I feel like at my age, men who are single (for whatever reason they’re single is inconsequential) are viewed as bachelors. But women my age are seen as failures or screw-ups. And I realize right or wrong, this is how society sees it. Bobby says the playing field levels at forty, when people also start to wonder what’s wrong with a single dude that he can’t get married.
Rather than going on about whether it’s right or wrong there’s a gender bias (bias of any kind is hard to prove as right or wrong, because they’re perceptions, and our perceptions are our reality), I’d rather hit on a few reasons I personally am single, and how I prefer being single to married.
More after the jump…
First, a lot of women (and men) my age start to freak out in their thirties and think they NEED to be married. Who said marriage is the be-all, end-all to success? I’m here to tell you ANYONE with enough focus can get married. No matter your personality, looks, financial situation, etc. Human beings are easily manipulated, so start manipulating. If you just want to be married, hone in and find a dude (or chick). It’s truly that simple. People who are so focused on getting married rarely look for the “right” person anyway. They merely look for the first person who treats them decent and lines up with what they want (someone funny, nice, not awful, etc. – traits most people have). Trust me, it’s not hard to find this.

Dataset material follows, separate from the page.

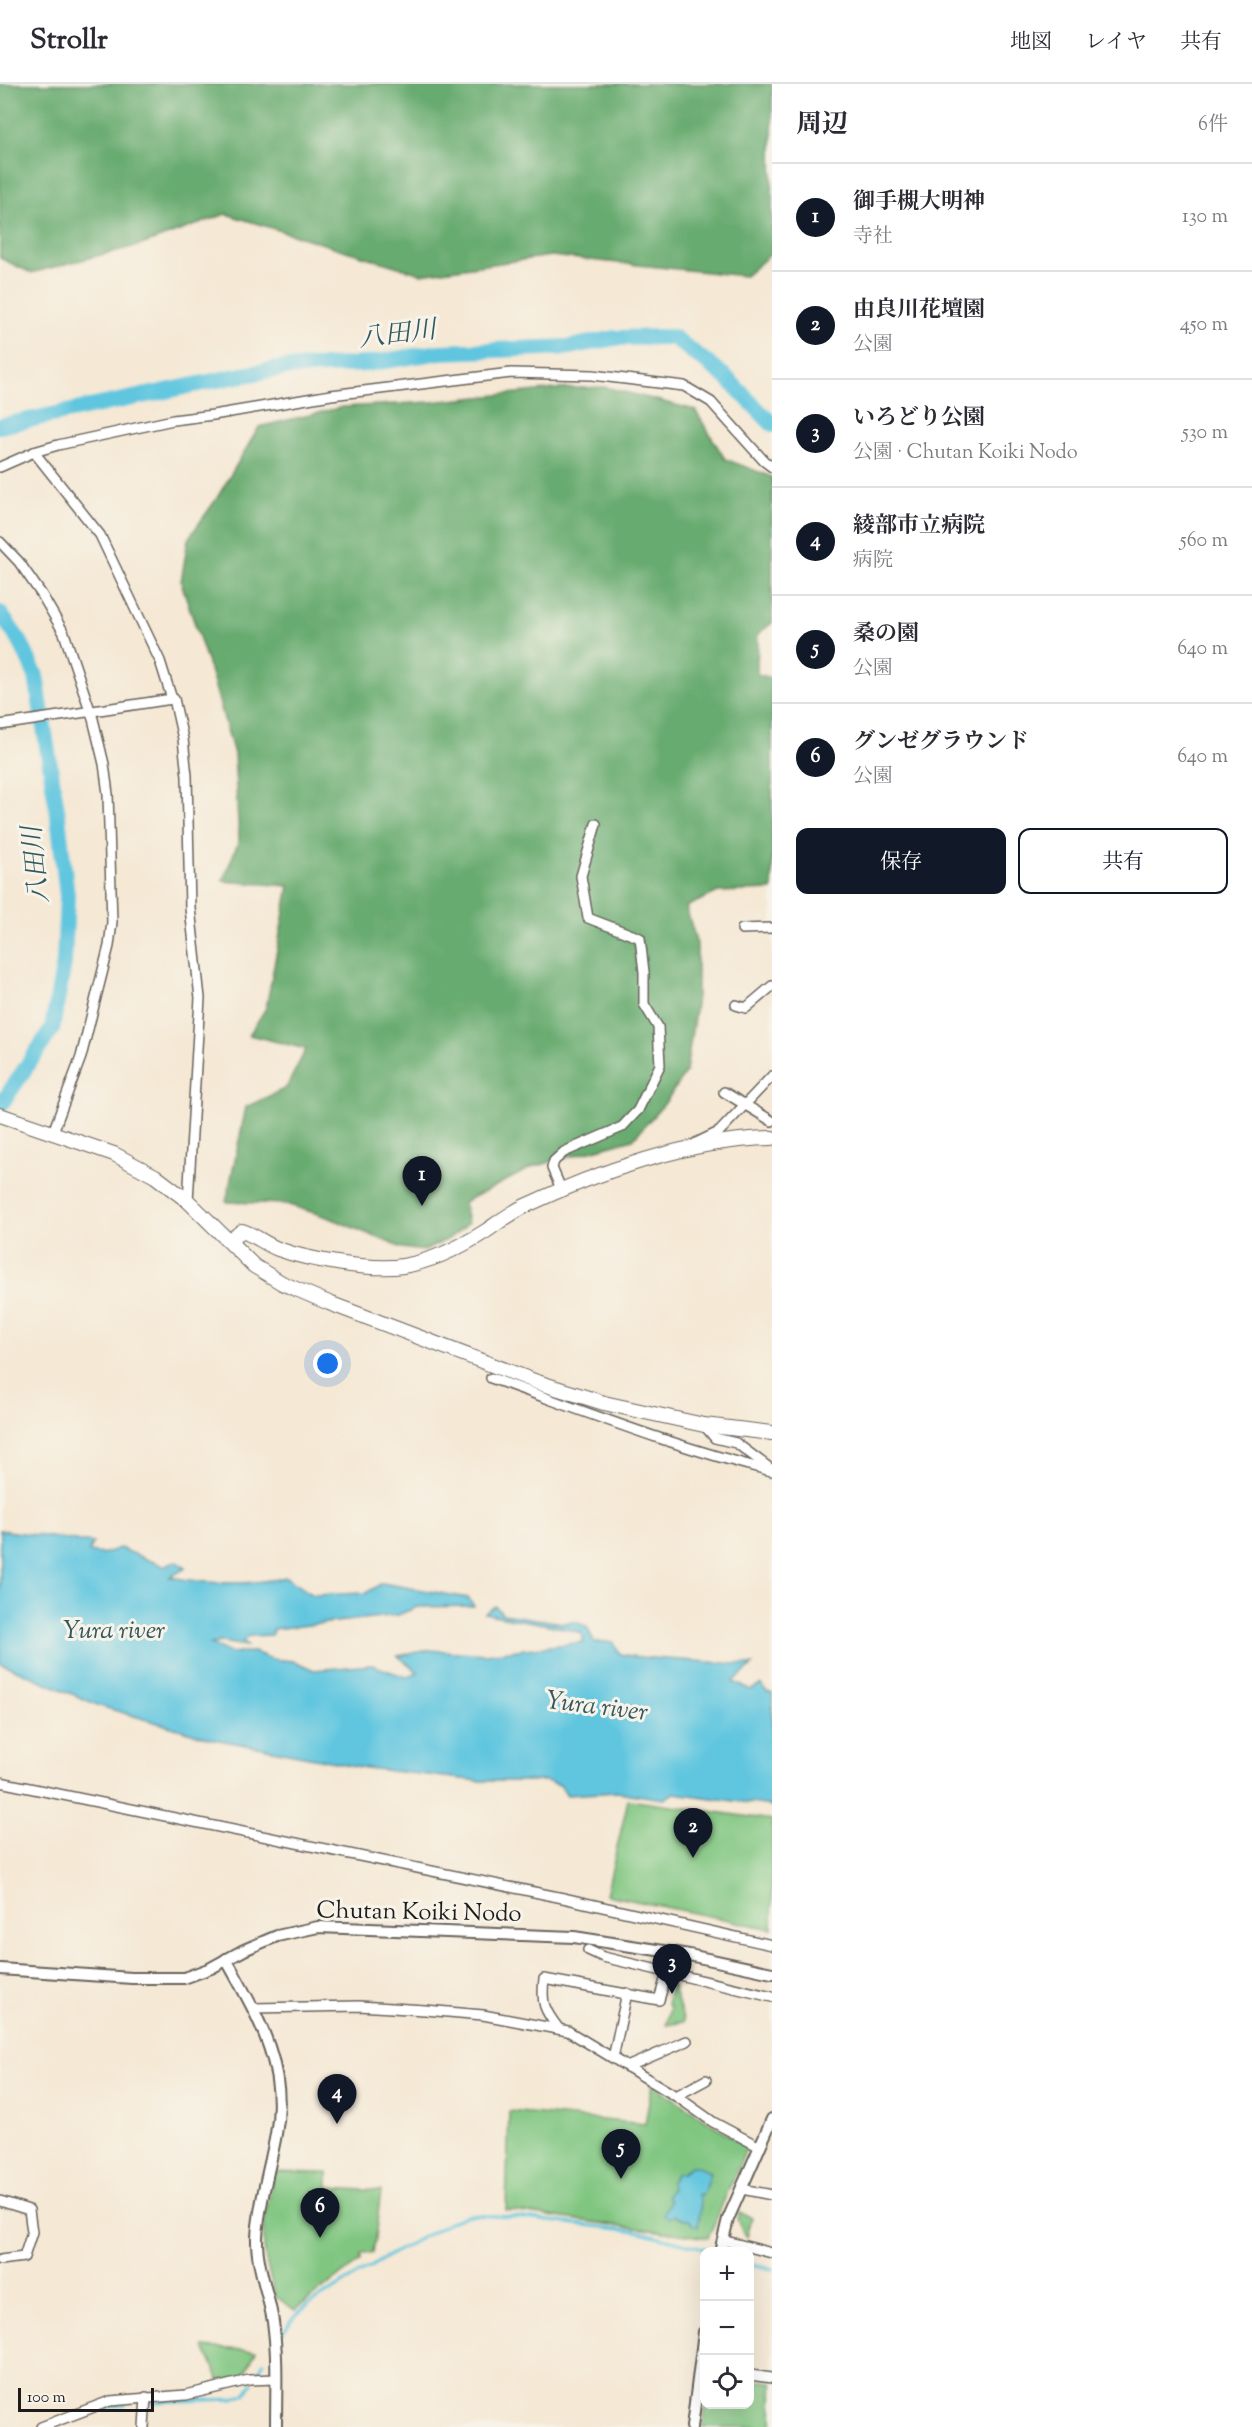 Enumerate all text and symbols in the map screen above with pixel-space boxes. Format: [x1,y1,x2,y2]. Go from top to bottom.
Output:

And I’m the first to admit the idea of soul mates is absurd. Marriage takes work. No matter how amazing he is, committing a lifetime to someone takes, well, commitment. And after the buzz of being married (to the wrong person) wears off, it’s hard to stay focused on why you married that person to begin with. At this point, who’s the failure? The single girl in her thirties who isn’t married, but is mostly happy? Or the “success” who’s married but mostly hates her life? I DO NOT see why marrying someone is such a success. I don’t get it. I think staying married and happy is a success. But, let’s be honest, half of people get divorced, right? I’m down with that. But of the other half who stay married, how many are really happy? Look at your parents or your friends’ parents. Or, if you’re in your thirties, some of your friends have been married for around ten years, look at them. Look at aunts and uncles. And cousins. Even the ones who put on a front of being happy, many aren’t. WHY would you want this? I suppose something can be said for the ones who stick it out. But why would you rather stick out being miserable (and “a success”) than being single (and independent and in control of your own happiness and future)?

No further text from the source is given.